TASK REQUIREMENTS: Starting from the first line below, count the lines carrying the string "halo" and answer with the count by itself.

Saved data entries
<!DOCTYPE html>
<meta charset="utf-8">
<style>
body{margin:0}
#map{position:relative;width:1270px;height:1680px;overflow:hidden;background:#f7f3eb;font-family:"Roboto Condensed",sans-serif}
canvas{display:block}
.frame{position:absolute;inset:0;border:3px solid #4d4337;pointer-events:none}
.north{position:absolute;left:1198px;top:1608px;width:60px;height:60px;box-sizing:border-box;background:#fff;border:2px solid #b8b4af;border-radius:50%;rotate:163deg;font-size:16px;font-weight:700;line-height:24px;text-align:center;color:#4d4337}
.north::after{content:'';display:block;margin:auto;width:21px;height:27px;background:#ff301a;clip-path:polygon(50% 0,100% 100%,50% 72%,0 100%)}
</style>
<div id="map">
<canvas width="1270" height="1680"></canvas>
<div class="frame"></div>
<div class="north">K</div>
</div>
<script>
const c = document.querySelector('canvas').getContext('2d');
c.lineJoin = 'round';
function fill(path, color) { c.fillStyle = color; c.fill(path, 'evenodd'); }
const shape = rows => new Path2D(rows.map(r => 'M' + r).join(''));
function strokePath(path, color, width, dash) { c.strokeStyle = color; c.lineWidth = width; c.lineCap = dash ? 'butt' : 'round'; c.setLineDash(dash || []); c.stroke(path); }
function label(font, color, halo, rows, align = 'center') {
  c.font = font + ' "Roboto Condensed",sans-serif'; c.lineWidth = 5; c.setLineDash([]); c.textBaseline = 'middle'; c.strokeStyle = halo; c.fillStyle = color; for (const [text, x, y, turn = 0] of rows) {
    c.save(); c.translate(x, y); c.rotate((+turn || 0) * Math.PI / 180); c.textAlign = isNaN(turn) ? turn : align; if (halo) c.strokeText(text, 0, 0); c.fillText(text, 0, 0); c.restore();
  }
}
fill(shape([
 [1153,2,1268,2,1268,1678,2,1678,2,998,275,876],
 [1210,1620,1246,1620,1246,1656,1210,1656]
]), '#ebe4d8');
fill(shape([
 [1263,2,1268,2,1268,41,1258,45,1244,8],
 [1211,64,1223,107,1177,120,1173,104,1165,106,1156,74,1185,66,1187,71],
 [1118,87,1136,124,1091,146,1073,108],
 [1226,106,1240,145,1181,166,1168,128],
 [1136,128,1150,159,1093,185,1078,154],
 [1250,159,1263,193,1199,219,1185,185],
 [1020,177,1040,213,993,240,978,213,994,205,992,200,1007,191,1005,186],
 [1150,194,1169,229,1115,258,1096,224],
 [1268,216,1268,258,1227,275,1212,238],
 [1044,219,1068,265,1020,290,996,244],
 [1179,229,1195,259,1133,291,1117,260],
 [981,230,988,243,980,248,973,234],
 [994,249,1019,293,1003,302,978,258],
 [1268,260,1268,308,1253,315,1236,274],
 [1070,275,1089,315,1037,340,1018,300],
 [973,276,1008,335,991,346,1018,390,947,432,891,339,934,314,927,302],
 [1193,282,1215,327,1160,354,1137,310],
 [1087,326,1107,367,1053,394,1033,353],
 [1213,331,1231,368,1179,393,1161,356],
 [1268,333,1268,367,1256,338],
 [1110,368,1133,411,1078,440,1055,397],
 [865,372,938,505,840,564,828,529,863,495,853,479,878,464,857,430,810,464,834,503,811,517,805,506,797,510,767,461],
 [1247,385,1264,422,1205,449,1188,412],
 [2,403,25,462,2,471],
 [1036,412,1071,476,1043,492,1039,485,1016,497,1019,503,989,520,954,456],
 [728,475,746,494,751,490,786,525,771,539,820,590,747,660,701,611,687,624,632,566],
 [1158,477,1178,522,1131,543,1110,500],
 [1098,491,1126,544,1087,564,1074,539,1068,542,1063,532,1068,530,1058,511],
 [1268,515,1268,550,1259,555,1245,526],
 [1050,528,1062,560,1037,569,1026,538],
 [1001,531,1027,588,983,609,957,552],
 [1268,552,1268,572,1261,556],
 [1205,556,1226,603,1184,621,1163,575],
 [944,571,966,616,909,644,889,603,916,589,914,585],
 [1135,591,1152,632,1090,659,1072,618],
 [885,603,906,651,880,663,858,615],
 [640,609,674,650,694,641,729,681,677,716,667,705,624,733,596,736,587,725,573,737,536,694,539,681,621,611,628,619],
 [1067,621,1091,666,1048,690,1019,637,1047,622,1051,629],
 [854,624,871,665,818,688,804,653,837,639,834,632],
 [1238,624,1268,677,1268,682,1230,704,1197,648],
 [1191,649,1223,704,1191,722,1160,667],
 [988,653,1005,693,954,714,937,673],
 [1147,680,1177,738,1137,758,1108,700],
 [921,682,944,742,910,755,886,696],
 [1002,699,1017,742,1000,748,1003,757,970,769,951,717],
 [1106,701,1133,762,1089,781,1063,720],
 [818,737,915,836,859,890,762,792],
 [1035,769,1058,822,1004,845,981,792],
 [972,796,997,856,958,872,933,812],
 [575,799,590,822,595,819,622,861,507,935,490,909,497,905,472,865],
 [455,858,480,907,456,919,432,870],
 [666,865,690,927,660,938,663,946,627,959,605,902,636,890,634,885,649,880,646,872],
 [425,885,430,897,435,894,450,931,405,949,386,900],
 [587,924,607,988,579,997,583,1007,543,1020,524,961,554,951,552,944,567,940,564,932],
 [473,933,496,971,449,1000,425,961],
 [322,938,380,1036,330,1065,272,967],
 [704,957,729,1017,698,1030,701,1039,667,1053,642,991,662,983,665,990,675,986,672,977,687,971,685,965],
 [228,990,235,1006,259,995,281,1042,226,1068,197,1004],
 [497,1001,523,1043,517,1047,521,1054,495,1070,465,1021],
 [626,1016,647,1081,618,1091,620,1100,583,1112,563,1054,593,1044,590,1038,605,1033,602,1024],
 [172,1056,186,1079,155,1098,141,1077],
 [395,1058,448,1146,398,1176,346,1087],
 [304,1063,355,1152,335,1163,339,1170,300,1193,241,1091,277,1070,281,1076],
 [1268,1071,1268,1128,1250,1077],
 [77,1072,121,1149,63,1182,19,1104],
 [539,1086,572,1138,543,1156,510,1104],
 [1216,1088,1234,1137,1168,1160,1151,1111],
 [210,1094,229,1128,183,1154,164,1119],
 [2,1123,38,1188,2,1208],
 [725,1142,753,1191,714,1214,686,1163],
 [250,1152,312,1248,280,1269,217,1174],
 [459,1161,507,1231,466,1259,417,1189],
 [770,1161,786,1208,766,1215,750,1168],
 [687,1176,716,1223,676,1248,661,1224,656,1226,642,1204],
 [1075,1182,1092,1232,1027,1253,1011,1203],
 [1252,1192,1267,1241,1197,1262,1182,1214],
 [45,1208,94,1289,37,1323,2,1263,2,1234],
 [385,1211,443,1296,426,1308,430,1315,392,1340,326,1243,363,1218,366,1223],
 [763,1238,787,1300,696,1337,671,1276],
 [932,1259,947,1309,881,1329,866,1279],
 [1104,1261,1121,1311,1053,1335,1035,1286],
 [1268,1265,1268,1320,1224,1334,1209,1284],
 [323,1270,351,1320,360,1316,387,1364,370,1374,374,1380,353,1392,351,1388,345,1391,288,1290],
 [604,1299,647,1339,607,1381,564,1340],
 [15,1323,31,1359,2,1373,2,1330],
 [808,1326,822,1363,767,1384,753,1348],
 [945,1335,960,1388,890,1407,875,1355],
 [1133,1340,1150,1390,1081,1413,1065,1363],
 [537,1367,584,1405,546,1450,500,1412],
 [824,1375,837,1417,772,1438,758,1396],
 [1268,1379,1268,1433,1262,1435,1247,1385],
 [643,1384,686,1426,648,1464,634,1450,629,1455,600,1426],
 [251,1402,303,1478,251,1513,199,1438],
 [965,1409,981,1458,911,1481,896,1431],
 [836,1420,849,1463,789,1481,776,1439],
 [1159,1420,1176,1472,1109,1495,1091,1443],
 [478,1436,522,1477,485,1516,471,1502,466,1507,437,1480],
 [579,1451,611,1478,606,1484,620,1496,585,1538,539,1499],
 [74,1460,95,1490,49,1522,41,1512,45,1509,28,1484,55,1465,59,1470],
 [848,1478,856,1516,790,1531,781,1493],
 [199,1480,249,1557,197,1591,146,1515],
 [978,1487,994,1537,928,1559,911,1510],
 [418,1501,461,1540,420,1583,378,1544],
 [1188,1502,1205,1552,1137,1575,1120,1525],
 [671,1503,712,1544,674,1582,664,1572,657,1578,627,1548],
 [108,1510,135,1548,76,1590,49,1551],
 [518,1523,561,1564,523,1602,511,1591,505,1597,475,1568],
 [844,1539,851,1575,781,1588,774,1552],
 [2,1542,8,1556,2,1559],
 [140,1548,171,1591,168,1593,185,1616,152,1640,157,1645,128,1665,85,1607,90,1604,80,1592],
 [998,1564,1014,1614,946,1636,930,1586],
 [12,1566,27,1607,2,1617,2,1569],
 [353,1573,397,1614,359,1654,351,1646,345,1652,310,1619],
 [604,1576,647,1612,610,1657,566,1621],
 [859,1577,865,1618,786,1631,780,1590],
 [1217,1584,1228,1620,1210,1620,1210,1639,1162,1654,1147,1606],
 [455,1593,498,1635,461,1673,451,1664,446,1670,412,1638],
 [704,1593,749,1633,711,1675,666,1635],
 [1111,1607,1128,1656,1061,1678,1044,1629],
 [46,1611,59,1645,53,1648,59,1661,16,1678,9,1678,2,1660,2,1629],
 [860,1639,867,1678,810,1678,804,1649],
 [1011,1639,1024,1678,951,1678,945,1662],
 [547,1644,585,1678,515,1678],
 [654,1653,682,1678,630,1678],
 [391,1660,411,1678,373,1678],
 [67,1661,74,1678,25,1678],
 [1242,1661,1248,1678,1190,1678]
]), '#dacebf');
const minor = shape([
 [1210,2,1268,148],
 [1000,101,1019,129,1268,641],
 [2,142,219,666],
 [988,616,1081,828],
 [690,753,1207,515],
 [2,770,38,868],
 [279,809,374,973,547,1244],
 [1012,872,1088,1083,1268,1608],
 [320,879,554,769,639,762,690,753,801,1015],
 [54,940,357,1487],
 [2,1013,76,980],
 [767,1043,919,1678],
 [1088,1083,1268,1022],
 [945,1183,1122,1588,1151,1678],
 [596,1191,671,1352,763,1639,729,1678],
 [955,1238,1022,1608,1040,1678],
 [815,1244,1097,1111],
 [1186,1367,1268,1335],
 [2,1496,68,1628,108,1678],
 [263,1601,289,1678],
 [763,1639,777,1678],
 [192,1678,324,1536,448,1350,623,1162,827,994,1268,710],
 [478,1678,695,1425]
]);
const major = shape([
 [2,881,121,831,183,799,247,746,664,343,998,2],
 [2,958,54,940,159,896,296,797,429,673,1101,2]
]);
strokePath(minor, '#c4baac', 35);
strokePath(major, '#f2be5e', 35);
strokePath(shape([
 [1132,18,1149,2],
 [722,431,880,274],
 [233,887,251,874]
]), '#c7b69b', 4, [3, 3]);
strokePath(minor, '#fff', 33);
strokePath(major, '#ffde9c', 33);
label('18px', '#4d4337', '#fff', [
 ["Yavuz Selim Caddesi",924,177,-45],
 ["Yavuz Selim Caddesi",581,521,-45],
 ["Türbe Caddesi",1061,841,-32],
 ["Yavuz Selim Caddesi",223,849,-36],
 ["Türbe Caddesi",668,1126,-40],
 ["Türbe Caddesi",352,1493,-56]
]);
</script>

ANSWER TO THE PROBLEM: 3